BEGIN TASK DATA

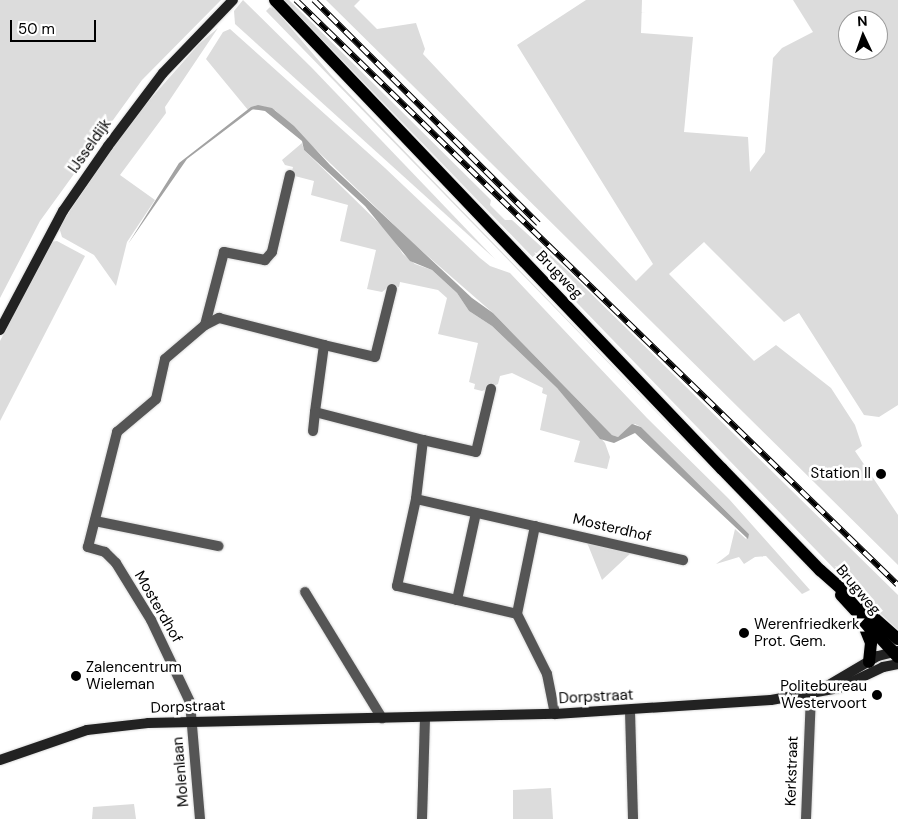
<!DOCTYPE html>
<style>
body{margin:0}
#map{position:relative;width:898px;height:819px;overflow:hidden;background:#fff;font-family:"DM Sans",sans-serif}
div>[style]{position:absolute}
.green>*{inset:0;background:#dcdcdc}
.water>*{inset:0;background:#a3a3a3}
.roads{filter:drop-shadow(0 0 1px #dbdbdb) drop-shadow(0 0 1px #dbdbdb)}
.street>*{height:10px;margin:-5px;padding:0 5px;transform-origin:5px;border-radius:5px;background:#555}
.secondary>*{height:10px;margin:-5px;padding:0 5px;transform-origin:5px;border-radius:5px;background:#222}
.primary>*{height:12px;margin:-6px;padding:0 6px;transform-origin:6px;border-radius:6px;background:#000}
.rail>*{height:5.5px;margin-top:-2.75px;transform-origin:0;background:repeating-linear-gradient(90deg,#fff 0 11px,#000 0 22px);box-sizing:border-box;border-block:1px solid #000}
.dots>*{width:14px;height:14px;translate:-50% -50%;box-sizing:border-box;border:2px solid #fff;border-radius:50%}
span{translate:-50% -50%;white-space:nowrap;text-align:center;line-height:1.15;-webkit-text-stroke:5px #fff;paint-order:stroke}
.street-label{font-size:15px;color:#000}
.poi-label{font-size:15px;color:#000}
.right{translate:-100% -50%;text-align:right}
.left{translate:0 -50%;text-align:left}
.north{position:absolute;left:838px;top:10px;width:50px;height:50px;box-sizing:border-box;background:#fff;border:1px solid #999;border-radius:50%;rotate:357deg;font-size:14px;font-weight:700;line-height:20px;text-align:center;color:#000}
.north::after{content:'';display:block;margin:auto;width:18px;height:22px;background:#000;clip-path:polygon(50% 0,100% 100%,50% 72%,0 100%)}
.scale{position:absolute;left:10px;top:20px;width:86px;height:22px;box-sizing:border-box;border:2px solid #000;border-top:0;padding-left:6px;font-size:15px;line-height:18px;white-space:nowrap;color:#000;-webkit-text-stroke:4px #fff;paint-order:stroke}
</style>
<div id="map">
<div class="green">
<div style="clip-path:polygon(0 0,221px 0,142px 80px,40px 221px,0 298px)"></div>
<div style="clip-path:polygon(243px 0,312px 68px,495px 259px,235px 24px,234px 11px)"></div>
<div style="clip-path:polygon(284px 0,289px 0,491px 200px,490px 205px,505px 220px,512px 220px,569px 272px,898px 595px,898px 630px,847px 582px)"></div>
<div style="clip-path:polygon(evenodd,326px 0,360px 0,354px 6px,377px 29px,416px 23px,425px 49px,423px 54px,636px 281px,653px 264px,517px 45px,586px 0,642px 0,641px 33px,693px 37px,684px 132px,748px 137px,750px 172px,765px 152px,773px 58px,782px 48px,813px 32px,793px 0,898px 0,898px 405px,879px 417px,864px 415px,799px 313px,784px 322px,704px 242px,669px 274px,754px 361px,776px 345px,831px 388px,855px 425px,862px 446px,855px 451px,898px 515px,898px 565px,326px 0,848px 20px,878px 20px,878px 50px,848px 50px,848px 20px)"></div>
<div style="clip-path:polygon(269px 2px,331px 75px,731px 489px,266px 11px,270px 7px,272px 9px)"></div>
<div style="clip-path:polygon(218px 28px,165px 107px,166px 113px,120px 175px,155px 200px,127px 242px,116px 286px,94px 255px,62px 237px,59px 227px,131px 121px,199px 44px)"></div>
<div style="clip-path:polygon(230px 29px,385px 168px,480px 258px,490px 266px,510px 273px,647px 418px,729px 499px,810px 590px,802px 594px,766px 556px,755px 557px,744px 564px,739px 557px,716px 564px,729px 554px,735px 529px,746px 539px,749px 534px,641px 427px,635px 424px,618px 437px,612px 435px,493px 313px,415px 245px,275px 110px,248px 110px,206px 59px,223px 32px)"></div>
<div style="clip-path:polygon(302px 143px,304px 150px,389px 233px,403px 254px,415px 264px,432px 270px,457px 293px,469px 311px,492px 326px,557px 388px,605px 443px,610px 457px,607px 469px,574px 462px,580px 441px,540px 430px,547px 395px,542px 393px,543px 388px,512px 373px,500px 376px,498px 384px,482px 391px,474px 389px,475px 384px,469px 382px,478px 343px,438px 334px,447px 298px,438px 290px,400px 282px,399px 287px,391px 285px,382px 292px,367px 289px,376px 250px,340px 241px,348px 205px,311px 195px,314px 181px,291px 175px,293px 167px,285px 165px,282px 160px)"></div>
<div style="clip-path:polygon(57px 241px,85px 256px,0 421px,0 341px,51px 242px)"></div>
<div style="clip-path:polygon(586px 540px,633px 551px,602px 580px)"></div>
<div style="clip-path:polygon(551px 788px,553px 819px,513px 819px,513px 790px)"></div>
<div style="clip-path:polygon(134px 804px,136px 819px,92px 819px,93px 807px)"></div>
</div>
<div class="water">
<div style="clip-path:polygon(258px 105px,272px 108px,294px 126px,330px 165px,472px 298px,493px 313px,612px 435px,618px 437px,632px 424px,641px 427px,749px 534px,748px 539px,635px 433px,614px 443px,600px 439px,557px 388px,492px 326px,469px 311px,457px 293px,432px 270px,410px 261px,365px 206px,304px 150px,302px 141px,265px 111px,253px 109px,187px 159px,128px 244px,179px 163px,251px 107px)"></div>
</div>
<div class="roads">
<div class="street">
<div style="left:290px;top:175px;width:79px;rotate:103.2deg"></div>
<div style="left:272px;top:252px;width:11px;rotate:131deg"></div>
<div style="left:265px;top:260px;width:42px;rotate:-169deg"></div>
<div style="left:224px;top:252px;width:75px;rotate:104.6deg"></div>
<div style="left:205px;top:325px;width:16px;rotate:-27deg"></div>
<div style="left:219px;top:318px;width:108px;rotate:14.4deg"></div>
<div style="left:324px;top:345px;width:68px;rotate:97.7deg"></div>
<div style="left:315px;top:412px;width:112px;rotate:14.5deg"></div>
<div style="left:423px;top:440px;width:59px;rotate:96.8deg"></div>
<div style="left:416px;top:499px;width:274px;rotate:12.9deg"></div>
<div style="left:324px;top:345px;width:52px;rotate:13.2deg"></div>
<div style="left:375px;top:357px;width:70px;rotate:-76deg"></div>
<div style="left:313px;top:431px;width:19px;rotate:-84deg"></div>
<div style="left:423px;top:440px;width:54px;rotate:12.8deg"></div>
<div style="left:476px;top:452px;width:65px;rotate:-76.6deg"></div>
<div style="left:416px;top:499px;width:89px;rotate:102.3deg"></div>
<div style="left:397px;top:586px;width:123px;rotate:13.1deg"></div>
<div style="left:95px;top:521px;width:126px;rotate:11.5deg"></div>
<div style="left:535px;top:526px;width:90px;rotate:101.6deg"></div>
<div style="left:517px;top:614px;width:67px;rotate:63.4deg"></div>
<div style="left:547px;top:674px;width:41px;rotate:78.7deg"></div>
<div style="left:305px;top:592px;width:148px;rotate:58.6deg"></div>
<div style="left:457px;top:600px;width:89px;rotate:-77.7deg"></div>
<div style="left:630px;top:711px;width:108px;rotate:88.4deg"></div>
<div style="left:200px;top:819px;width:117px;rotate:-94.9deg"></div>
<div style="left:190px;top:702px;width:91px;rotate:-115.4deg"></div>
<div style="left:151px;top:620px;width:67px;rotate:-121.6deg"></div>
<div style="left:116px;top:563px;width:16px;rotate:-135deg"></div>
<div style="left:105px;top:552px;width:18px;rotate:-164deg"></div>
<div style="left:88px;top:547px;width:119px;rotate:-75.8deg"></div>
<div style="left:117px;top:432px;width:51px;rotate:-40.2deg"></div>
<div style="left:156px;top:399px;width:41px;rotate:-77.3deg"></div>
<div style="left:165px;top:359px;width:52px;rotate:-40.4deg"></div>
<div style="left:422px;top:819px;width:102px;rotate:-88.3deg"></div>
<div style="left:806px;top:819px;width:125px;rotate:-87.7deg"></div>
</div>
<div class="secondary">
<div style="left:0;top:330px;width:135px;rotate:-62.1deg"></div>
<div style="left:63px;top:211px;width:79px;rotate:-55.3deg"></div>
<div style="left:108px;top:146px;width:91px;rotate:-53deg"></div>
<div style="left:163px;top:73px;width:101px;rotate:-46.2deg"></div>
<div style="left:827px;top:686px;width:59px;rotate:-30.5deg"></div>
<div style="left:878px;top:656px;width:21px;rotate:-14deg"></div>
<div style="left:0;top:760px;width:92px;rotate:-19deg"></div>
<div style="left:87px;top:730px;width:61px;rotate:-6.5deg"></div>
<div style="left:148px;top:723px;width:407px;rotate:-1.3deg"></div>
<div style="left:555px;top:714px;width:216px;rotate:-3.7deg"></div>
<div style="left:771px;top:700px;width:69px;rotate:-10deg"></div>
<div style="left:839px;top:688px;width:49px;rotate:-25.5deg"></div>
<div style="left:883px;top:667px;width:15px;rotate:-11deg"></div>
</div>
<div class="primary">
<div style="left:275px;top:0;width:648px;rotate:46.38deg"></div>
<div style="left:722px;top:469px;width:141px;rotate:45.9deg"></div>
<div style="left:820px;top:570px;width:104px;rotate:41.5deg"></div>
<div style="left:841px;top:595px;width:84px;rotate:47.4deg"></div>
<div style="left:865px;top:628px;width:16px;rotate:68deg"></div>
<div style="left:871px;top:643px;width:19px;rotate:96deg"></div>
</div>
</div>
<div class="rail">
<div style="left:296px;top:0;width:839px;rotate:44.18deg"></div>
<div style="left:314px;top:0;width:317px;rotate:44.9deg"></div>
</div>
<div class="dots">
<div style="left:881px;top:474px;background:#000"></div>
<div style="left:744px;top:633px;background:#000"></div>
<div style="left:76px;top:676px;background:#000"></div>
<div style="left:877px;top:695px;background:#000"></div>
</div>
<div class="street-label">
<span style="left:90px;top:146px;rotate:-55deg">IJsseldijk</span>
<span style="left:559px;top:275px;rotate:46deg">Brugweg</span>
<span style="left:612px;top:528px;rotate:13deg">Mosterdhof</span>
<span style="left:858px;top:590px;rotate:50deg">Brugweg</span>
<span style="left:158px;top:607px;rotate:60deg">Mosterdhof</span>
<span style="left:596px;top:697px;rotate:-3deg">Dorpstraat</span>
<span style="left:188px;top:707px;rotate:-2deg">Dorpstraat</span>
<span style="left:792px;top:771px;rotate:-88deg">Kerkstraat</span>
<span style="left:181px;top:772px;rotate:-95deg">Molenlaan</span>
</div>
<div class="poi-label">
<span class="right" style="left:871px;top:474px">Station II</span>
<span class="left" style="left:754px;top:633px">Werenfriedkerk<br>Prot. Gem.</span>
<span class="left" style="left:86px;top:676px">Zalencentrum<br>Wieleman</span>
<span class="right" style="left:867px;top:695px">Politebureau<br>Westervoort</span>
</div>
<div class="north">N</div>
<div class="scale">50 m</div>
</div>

END TASK DATA
BEGIN TASK DATA

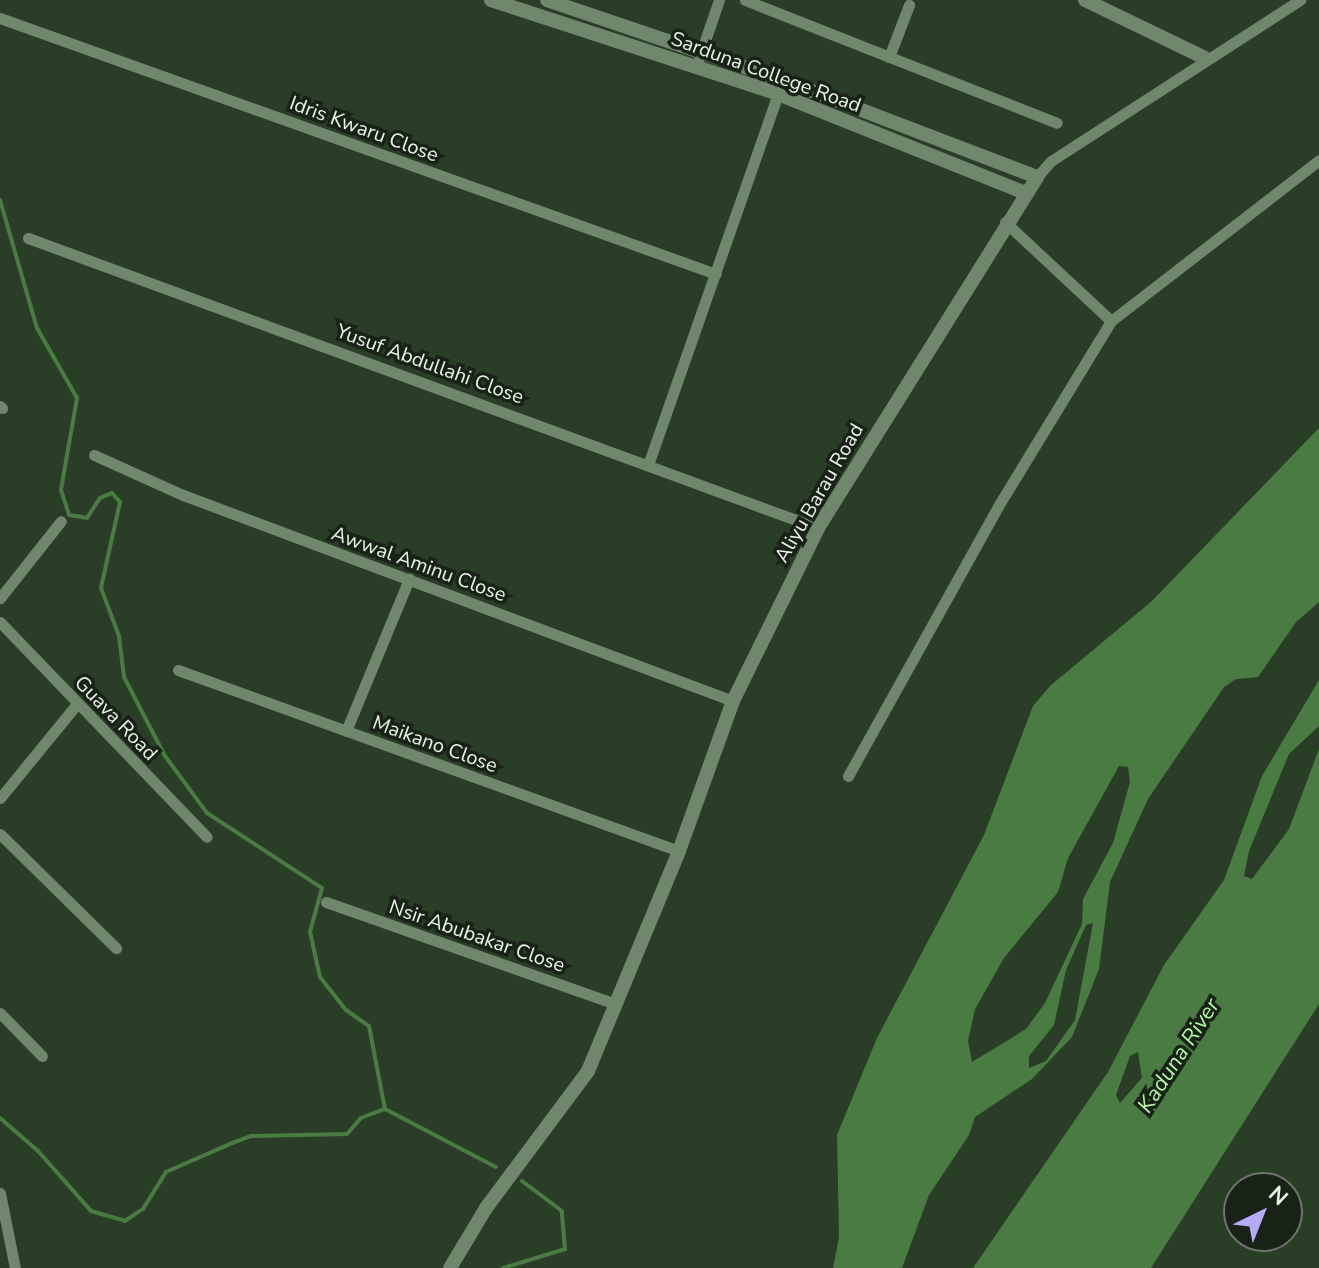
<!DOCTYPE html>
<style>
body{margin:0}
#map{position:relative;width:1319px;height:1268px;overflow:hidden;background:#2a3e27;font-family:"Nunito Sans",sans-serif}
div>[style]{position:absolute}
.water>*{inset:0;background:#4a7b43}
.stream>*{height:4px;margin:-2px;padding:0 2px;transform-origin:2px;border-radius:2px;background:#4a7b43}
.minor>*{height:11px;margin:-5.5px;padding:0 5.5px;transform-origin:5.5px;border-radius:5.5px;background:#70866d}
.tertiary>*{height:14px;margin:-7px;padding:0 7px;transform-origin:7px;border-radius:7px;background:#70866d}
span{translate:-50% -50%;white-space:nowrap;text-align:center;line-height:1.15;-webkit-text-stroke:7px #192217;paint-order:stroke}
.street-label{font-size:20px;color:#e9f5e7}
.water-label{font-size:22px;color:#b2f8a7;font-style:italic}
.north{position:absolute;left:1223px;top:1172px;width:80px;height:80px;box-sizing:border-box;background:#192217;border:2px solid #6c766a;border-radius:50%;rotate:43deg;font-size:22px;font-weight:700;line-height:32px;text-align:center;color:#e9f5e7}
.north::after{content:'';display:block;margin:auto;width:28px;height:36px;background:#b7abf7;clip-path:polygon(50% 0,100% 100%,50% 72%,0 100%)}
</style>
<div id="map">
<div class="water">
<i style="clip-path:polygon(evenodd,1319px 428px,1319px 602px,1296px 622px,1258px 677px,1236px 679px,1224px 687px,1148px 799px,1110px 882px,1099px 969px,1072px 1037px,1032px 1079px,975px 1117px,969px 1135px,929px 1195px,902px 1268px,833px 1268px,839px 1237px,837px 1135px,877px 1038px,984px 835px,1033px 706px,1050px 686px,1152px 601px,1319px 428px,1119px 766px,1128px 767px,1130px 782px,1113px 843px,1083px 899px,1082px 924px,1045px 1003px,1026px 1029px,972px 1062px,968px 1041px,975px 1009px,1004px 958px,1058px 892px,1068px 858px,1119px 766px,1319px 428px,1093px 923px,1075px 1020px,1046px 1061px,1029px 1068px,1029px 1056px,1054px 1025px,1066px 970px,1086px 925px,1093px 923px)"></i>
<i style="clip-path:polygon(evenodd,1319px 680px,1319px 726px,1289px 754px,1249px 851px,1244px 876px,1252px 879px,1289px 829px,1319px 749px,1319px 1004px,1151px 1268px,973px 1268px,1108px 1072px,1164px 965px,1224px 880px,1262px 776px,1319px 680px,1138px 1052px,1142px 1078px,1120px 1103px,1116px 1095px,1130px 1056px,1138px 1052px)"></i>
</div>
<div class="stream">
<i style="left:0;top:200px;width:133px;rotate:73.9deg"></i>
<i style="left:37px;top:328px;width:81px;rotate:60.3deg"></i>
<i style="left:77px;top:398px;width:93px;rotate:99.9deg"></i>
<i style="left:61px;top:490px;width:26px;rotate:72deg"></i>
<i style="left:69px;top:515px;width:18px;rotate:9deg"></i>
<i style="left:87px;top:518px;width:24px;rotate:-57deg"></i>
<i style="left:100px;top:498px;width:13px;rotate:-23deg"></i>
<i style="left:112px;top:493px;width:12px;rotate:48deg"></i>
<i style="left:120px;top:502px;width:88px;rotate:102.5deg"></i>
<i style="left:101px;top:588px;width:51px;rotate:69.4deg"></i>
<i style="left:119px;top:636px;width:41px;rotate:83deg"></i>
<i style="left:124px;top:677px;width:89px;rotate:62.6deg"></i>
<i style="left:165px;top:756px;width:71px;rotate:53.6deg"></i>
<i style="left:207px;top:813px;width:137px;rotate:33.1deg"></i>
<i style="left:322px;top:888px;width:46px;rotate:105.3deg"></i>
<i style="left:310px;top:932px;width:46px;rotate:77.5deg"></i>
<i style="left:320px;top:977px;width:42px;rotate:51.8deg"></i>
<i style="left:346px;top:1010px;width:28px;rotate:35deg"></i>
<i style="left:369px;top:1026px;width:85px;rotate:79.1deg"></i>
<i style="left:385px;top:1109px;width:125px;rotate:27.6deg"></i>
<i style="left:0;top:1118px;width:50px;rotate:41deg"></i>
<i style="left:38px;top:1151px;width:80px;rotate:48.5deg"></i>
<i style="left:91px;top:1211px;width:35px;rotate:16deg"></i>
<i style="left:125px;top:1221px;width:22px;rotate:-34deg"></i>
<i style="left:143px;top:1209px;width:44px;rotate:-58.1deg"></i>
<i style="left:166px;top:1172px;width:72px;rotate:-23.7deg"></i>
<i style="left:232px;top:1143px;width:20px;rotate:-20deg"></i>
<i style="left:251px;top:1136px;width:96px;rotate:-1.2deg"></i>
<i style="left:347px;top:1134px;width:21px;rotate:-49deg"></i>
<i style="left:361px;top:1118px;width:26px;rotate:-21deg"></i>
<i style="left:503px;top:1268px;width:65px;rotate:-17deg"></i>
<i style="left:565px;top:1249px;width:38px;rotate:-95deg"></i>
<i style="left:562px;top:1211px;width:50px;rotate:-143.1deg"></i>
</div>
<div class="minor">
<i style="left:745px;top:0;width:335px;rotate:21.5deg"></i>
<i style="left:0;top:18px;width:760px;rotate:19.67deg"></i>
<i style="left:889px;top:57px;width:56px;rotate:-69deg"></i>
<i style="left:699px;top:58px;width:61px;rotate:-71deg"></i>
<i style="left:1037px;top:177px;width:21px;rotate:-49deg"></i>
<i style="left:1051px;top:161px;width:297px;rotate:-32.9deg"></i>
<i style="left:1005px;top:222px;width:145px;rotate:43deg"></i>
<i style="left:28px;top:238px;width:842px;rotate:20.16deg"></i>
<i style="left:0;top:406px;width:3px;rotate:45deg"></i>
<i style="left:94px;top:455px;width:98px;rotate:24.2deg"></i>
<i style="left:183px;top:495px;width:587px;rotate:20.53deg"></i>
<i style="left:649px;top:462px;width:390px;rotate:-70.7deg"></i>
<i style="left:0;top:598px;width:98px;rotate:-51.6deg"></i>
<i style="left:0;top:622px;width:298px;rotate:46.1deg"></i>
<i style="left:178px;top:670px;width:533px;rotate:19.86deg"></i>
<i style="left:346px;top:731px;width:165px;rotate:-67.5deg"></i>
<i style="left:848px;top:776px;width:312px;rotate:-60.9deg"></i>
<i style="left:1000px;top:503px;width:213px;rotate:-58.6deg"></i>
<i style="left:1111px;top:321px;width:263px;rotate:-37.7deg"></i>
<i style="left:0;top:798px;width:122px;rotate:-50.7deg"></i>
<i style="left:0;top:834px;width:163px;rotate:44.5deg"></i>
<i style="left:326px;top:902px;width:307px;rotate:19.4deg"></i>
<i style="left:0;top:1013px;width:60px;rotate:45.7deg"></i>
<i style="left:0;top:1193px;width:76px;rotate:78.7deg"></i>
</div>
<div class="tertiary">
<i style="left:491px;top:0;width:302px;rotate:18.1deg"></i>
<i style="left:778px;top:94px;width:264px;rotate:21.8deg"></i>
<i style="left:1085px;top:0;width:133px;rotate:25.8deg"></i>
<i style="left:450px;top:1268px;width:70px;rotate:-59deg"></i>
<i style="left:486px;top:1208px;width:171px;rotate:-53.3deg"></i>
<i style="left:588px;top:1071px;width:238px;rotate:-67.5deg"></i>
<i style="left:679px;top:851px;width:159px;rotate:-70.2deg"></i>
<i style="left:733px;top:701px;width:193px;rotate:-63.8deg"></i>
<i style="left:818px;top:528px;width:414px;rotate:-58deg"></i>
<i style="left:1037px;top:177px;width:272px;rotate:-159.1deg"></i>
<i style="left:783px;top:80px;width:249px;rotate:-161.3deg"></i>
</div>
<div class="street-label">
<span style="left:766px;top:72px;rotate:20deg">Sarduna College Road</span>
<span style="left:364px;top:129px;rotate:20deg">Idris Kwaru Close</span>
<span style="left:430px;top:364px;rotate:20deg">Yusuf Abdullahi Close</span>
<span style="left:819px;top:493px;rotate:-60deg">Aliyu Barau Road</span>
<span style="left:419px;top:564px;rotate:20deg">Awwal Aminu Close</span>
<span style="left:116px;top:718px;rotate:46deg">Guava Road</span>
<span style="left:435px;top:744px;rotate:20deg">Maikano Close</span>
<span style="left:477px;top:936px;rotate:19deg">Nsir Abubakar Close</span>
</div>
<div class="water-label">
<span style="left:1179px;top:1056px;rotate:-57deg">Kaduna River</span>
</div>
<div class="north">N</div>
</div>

END TASK DATA

Among the lines of the material, find those holding the word "serif" and return them.

#map{position:relative;width:898px;height:819px;overflow:hidden;background:#fff;font-family:"DM Sans",sans-serif}
#map{position:relative;width:1319px;height:1268px;overflow:hidden;background:#2a3e27;font-family:"Nunito Sans",sans-serif}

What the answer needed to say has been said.